Stored data
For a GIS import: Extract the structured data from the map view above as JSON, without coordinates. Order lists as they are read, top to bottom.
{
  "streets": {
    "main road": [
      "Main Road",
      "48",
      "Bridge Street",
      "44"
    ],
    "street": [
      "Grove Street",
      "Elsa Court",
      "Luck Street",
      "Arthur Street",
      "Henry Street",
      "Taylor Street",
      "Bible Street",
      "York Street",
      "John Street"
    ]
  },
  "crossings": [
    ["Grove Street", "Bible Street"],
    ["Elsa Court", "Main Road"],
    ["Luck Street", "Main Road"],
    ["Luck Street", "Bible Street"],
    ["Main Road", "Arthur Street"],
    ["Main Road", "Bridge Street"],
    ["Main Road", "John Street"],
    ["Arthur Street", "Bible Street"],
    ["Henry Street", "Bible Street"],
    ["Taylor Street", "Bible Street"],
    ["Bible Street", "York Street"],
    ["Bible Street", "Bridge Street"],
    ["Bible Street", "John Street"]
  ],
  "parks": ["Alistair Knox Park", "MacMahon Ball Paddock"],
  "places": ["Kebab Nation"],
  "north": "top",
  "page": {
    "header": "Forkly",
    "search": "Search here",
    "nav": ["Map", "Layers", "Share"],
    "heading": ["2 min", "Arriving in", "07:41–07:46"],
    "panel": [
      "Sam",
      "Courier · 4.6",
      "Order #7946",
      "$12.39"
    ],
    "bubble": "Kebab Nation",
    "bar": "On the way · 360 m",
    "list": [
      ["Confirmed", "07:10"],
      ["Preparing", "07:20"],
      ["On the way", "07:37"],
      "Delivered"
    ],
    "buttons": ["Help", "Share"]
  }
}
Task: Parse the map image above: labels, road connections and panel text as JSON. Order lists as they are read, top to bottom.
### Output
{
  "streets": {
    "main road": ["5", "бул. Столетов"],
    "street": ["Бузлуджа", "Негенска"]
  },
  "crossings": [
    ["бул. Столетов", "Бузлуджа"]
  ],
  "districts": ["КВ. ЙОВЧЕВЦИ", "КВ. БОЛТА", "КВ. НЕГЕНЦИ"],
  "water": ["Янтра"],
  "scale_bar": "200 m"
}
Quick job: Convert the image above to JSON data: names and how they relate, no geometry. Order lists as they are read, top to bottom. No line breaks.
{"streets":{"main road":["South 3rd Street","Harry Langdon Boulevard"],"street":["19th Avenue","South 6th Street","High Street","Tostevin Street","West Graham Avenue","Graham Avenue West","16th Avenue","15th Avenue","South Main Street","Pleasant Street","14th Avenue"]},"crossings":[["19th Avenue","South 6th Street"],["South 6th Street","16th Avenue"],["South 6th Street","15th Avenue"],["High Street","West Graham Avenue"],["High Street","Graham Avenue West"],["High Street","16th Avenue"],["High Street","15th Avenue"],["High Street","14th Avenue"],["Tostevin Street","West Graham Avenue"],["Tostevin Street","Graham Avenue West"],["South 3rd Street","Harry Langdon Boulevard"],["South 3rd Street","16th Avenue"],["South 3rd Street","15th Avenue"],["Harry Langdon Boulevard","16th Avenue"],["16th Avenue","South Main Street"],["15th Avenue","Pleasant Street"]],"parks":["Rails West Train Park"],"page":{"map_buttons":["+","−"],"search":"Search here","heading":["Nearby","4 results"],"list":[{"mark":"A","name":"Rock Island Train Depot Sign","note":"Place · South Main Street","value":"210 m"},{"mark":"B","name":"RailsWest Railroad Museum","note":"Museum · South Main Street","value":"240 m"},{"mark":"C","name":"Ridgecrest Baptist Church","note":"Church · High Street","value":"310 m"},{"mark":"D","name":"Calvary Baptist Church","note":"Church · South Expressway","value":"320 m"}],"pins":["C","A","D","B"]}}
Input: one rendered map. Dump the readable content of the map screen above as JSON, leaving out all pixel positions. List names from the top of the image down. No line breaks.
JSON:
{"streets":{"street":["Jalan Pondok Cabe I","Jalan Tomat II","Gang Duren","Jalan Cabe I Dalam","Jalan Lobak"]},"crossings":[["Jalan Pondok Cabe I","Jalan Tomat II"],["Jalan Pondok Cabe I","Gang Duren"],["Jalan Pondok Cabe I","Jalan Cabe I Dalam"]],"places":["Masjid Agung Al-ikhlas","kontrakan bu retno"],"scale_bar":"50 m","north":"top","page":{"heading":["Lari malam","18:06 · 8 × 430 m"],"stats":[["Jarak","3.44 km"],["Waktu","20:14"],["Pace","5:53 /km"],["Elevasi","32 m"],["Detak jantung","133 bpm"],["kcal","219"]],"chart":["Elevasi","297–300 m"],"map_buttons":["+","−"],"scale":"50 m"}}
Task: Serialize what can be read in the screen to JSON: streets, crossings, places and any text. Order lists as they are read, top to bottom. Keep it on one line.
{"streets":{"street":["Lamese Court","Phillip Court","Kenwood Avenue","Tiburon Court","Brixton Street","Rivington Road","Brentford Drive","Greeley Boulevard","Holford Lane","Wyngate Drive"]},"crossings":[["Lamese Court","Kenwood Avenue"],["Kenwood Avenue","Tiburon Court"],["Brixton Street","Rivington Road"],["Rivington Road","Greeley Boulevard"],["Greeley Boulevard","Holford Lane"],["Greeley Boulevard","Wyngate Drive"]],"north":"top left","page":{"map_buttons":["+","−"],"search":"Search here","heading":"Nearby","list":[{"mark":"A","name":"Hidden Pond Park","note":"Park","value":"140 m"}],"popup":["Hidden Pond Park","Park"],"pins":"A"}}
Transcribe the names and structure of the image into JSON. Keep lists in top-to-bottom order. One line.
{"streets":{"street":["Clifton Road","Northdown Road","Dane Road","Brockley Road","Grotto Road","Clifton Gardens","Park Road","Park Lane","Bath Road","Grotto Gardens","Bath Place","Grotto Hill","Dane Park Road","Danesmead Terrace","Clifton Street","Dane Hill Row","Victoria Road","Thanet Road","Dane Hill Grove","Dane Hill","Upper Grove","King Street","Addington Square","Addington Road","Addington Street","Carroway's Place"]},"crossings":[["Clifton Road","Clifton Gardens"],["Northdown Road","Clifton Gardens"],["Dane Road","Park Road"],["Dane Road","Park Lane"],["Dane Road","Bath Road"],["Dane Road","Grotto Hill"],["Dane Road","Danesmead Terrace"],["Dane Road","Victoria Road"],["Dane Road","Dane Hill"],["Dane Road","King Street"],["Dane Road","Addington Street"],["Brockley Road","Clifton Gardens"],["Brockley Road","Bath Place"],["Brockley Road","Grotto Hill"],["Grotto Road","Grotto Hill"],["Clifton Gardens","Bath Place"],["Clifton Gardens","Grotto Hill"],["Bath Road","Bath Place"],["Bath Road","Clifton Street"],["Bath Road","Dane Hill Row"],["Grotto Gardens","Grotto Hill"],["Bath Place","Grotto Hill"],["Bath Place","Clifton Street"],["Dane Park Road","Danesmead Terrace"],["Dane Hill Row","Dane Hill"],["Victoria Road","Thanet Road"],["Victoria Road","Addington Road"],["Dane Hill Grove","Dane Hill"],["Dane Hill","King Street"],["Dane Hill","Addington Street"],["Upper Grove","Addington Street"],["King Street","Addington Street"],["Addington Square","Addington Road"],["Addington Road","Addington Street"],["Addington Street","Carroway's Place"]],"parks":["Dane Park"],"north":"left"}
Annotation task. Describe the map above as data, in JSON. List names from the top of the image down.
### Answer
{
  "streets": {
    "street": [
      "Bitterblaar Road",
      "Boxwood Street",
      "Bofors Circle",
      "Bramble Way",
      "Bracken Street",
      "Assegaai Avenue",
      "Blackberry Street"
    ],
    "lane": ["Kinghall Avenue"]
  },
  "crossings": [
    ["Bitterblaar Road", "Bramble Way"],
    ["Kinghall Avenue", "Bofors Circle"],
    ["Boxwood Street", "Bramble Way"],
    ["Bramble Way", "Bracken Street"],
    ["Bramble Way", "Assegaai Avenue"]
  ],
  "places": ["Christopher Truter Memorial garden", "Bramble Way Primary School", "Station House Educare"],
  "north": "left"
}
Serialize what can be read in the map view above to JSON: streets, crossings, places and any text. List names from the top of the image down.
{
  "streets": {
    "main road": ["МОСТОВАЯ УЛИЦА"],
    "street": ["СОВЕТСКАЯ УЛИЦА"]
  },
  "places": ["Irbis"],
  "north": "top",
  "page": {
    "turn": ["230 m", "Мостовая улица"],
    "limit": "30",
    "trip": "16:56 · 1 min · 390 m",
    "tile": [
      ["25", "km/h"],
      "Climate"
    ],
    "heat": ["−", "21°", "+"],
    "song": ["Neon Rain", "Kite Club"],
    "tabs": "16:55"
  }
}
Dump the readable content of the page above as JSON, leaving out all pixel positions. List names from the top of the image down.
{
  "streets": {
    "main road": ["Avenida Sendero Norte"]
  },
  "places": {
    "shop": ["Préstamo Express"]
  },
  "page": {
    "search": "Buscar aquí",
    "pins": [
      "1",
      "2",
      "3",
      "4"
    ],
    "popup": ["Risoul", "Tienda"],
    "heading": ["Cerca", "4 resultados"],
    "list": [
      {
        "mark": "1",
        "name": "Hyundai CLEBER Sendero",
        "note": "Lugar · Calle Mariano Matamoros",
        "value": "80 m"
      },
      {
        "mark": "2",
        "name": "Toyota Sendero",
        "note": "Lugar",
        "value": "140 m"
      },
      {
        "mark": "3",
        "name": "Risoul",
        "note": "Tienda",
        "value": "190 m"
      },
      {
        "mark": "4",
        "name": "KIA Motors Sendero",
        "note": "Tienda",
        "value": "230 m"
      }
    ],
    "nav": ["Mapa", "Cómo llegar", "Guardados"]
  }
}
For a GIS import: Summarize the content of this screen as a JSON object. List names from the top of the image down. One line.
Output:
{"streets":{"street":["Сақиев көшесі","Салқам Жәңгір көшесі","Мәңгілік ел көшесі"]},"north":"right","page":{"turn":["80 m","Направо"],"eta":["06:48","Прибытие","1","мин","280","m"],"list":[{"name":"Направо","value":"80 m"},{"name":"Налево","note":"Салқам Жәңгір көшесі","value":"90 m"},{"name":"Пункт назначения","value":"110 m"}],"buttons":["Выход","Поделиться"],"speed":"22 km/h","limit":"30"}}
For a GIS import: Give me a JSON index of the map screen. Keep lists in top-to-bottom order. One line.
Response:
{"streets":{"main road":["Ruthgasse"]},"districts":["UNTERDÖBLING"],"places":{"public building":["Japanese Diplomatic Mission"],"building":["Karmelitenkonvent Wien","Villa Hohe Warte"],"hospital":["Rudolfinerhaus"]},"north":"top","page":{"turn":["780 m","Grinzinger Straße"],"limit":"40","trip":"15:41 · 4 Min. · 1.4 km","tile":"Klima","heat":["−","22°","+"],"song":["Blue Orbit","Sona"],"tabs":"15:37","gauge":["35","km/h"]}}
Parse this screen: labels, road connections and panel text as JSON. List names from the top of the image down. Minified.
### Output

_WHAT TO PRODUCE_
The lines from the one holding "Parse this screen: labels, road" to the end of the entries are to be repeated exactly, with both ends included and nothing else.

_EXERCISE ANSWER_
Parse this screen: labels, road connections and panel text as JSON. List names from the top of the image down. Minified.
### Output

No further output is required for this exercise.